● STUDY MATERIAL:
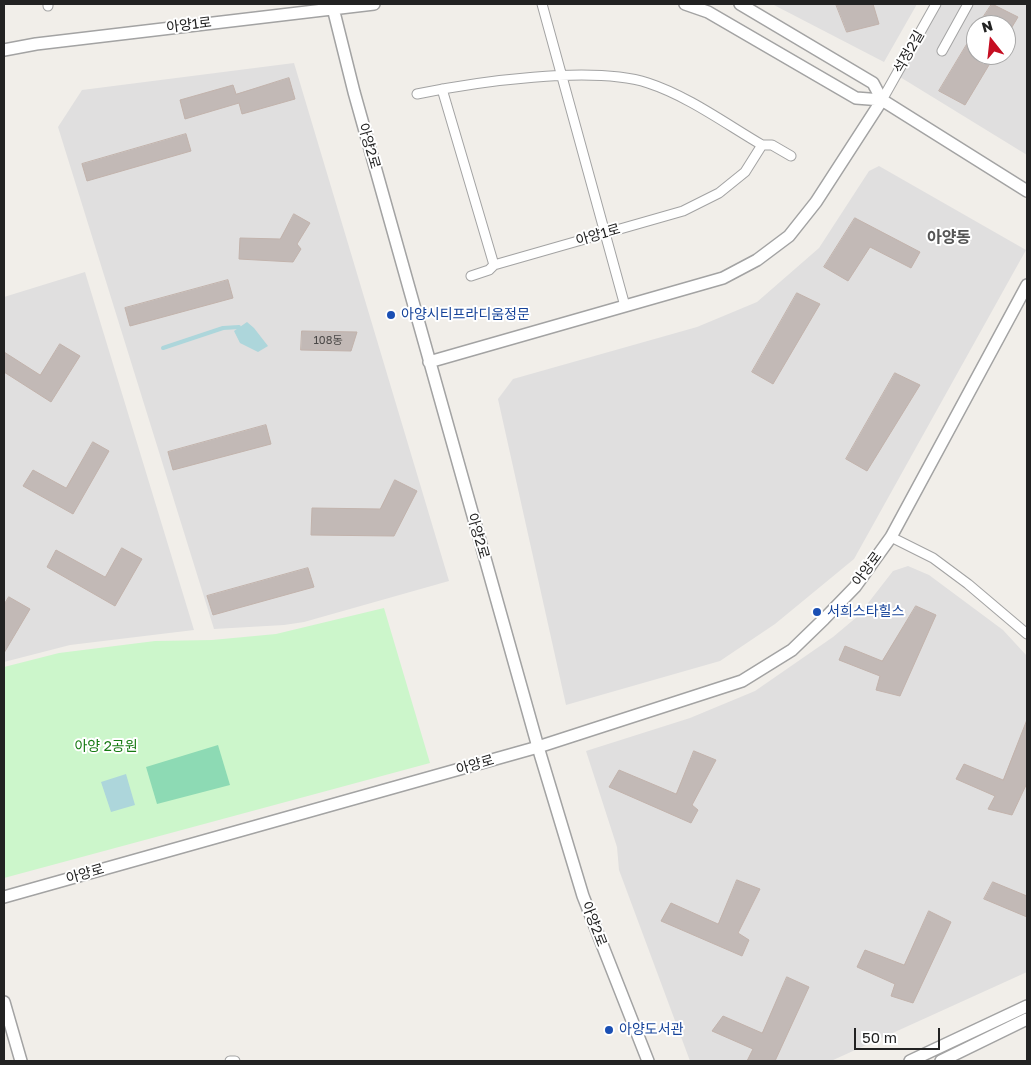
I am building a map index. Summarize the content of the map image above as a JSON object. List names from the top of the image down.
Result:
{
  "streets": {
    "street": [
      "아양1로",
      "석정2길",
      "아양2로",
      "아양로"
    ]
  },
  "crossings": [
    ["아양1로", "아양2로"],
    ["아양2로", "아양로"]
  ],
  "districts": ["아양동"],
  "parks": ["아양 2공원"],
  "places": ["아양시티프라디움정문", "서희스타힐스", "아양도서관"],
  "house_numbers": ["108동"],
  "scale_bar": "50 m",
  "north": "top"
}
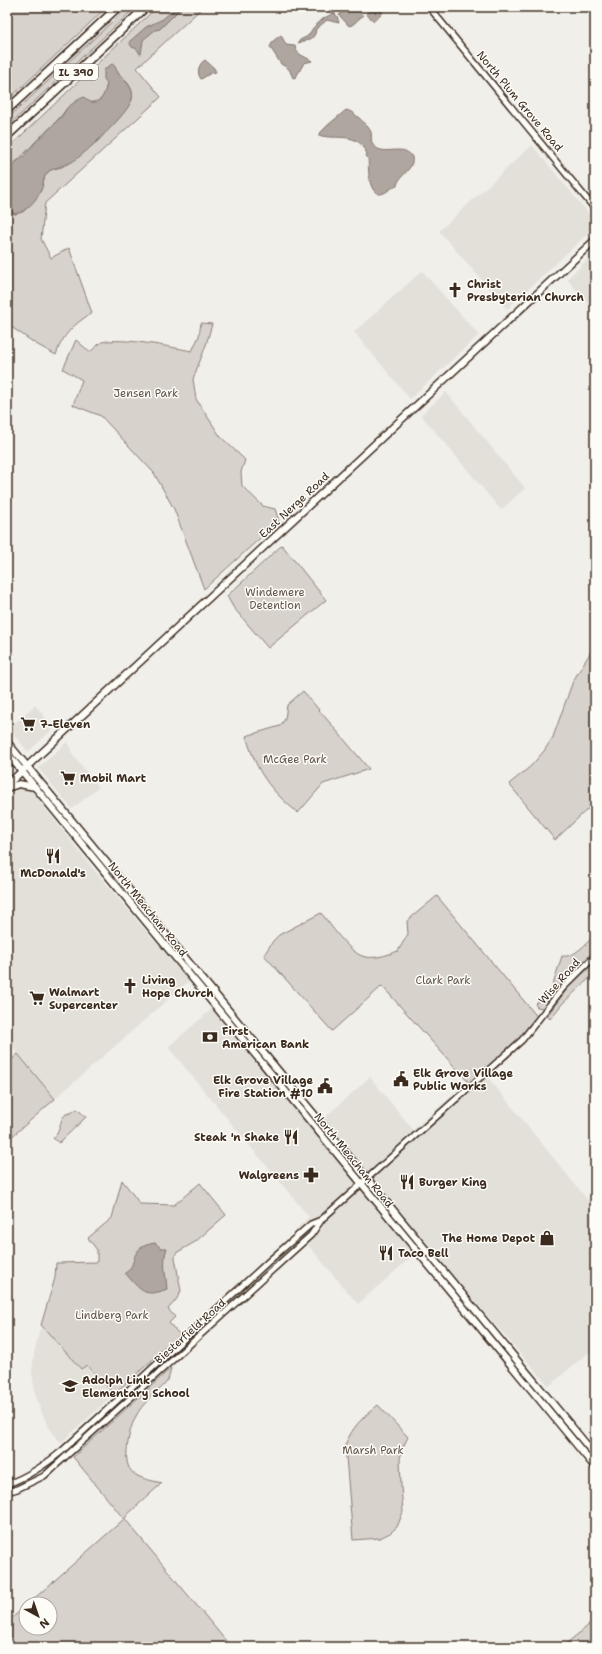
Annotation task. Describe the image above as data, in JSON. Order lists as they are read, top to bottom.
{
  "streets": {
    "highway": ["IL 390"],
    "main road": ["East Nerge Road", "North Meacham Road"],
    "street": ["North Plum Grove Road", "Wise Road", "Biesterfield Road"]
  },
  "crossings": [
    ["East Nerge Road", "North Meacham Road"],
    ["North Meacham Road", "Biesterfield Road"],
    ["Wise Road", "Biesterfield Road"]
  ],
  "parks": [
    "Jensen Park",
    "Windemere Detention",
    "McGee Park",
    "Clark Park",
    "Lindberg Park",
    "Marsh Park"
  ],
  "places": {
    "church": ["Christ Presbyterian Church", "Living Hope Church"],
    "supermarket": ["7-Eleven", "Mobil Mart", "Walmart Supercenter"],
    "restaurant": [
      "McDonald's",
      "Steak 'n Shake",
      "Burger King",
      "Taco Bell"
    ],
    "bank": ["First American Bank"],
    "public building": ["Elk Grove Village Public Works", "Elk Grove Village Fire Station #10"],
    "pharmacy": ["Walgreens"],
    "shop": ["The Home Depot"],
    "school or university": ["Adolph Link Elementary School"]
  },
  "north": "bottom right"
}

---

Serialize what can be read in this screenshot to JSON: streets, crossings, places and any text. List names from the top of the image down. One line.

● WHAT THIS TASK INVOLVES:
Lines of the listing that contain the word "down" are to be counted; report only their number.

● SOLUTION TO THIS PROBLEM:
2